GOAL OF THE EXERCISE
So that nothing is lost, restate each entry exactly as supplied.
======== THE INPUT ========
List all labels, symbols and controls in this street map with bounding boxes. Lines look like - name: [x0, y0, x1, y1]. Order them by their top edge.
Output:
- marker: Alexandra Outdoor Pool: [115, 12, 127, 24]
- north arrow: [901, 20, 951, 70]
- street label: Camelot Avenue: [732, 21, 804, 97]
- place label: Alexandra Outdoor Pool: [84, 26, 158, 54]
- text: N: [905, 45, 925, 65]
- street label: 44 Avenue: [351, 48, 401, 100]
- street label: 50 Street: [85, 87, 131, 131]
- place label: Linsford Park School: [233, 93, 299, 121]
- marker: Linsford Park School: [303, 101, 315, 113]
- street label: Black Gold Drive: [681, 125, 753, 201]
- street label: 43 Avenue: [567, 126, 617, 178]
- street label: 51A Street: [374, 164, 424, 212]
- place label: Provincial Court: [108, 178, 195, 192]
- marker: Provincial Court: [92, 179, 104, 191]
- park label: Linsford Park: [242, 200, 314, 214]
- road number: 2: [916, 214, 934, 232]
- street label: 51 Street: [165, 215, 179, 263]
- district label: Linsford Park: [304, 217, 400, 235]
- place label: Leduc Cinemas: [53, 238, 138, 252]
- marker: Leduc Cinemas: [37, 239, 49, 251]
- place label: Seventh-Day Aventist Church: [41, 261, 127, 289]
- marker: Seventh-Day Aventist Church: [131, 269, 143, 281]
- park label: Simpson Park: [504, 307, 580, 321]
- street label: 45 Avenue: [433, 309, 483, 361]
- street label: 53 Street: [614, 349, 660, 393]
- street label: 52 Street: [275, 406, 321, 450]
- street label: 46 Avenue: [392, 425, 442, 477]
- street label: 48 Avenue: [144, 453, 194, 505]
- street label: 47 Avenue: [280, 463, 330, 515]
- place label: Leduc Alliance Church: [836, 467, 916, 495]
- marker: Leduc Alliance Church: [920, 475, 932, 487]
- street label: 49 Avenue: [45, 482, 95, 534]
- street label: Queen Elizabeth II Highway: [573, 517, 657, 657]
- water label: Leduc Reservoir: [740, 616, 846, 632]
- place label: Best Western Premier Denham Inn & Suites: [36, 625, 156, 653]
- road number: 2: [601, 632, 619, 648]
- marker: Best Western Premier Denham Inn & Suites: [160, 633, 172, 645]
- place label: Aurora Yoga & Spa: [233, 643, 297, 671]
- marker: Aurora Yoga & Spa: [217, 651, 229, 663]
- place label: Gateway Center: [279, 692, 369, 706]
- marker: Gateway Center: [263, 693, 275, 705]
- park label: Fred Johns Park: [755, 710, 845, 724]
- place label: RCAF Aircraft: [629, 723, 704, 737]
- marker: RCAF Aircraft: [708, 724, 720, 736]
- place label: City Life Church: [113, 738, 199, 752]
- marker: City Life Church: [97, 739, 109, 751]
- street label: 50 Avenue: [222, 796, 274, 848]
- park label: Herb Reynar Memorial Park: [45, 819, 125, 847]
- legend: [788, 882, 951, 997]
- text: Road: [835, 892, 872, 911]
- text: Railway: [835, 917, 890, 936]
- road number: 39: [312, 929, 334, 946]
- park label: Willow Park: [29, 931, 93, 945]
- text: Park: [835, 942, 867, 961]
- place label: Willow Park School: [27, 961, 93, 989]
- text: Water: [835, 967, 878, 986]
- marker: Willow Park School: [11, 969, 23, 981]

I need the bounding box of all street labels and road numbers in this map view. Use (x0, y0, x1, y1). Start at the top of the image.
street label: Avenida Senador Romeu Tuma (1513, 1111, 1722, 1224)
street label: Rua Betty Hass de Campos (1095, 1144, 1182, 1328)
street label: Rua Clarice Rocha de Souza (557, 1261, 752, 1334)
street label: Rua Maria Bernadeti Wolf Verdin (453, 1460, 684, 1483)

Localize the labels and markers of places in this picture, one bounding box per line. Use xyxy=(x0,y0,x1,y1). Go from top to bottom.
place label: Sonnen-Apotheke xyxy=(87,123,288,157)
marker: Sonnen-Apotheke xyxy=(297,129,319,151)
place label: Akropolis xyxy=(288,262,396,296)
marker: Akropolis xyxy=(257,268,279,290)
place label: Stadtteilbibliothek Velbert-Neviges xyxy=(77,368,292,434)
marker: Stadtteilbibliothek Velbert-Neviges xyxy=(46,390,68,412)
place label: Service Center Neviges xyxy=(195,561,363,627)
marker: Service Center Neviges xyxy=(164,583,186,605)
========
WRITTEN ANSWER
List all labels, symbols and controls in this street map with bounding boxes. Lines look like - name: [x0, y0, x1, y1]. Order them by their top edge.
Output:
- marker: Alexandra Outdoor Pool: [115, 12, 127, 24]
- north arrow: [901, 20, 951, 70]
- street label: Camelot Avenue: [732, 21, 804, 97]
- place label: Alexandra Outdoor Pool: [84, 26, 158, 54]
- text: N: [905, 45, 925, 65]
- street label: 44 Avenue: [351, 48, 401, 100]
- street label: 50 Street: [85, 87, 131, 131]
- place label: Linsford Park School: [233, 93, 299, 121]
- marker: Linsford Park School: [303, 101, 315, 113]
- street label: Black Gold Drive: [681, 125, 753, 201]
- street label: 43 Avenue: [567, 126, 617, 178]
- street label: 51A Street: [374, 164, 424, 212]
- place label: Provincial Court: [108, 178, 195, 192]
- marker: Provincial Court: [92, 179, 104, 191]
- park label: Linsford Park: [242, 200, 314, 214]
- road number: 2: [916, 214, 934, 232]
- street label: 51 Street: [165, 215, 179, 263]
- district label: Linsford Park: [304, 217, 400, 235]
- place label: Leduc Cinemas: [53, 238, 138, 252]
- marker: Leduc Cinemas: [37, 239, 49, 251]
- place label: Seventh-Day Aventist Church: [41, 261, 127, 289]
- marker: Seventh-Day Aventist Church: [131, 269, 143, 281]
- park label: Simpson Park: [504, 307, 580, 321]
- street label: 45 Avenue: [433, 309, 483, 361]
- street label: 53 Street: [614, 349, 660, 393]
- street label: 52 Street: [275, 406, 321, 450]
- street label: 46 Avenue: [392, 425, 442, 477]
- street label: 48 Avenue: [144, 453, 194, 505]
- street label: 47 Avenue: [280, 463, 330, 515]
- place label: Leduc Alliance Church: [836, 467, 916, 495]
- marker: Leduc Alliance Church: [920, 475, 932, 487]
- street label: 49 Avenue: [45, 482, 95, 534]
- street label: Queen Elizabeth II Highway: [573, 517, 657, 657]
- water label: Leduc Reservoir: [740, 616, 846, 632]
- place label: Best Western Premier Denham Inn & Suites: [36, 625, 156, 653]
- road number: 2: [601, 632, 619, 648]
- marker: Best Western Premier Denham Inn & Suites: [160, 633, 172, 645]
- place label: Aurora Yoga & Spa: [233, 643, 297, 671]
- marker: Aurora Yoga & Spa: [217, 651, 229, 663]
- place label: Gateway Center: [279, 692, 369, 706]
- marker: Gateway Center: [263, 693, 275, 705]
- park label: Fred Johns Park: [755, 710, 845, 724]
- place label: RCAF Aircraft: [629, 723, 704, 737]
- marker: RCAF Aircraft: [708, 724, 720, 736]
- place label: City Life Church: [113, 738, 199, 752]
- marker: City Life Church: [97, 739, 109, 751]
- street label: 50 Avenue: [222, 796, 274, 848]
- park label: Herb Reynar Memorial Park: [45, 819, 125, 847]
- legend: [788, 882, 951, 997]
- text: Road: [835, 892, 872, 911]
- text: Railway: [835, 917, 890, 936]
- road number: 39: [312, 929, 334, 946]
- park label: Willow Park: [29, 931, 93, 945]
- text: Park: [835, 942, 867, 961]
- place label: Willow Park School: [27, 961, 93, 989]
- text: Water: [835, 967, 878, 986]
- marker: Willow Park School: [11, 969, 23, 981]

I need the bounding box of all street labels and road numbers in this map view. Use (x0, y0, x1, y1). Start at the top of the image.
street label: Avenida Senador Romeu Tuma (1513, 1111, 1722, 1224)
street label: Rua Betty Hass de Campos (1095, 1144, 1182, 1328)
street label: Rua Clarice Rocha de Souza (557, 1261, 752, 1334)
street label: Rua Maria Bernadeti Wolf Verdin (453, 1460, 684, 1483)

Localize the labels and markers of places in this picture, one bounding box per line. Use xyxy=(x0,y0,x1,y1). Go from top to bottom.
place label: Sonnen-Apotheke xyxy=(87,123,288,157)
marker: Sonnen-Apotheke xyxy=(297,129,319,151)
place label: Akropolis xyxy=(288,262,396,296)
marker: Akropolis xyxy=(257,268,279,290)
place label: Stadtteilbibliothek Velbert-Neviges xyxy=(77,368,292,434)
marker: Stadtteilbibliothek Velbert-Neviges xyxy=(46,390,68,412)
place label: Service Center Neviges xyxy=(195,561,363,627)
marker: Service Center Neviges xyxy=(164,583,186,605)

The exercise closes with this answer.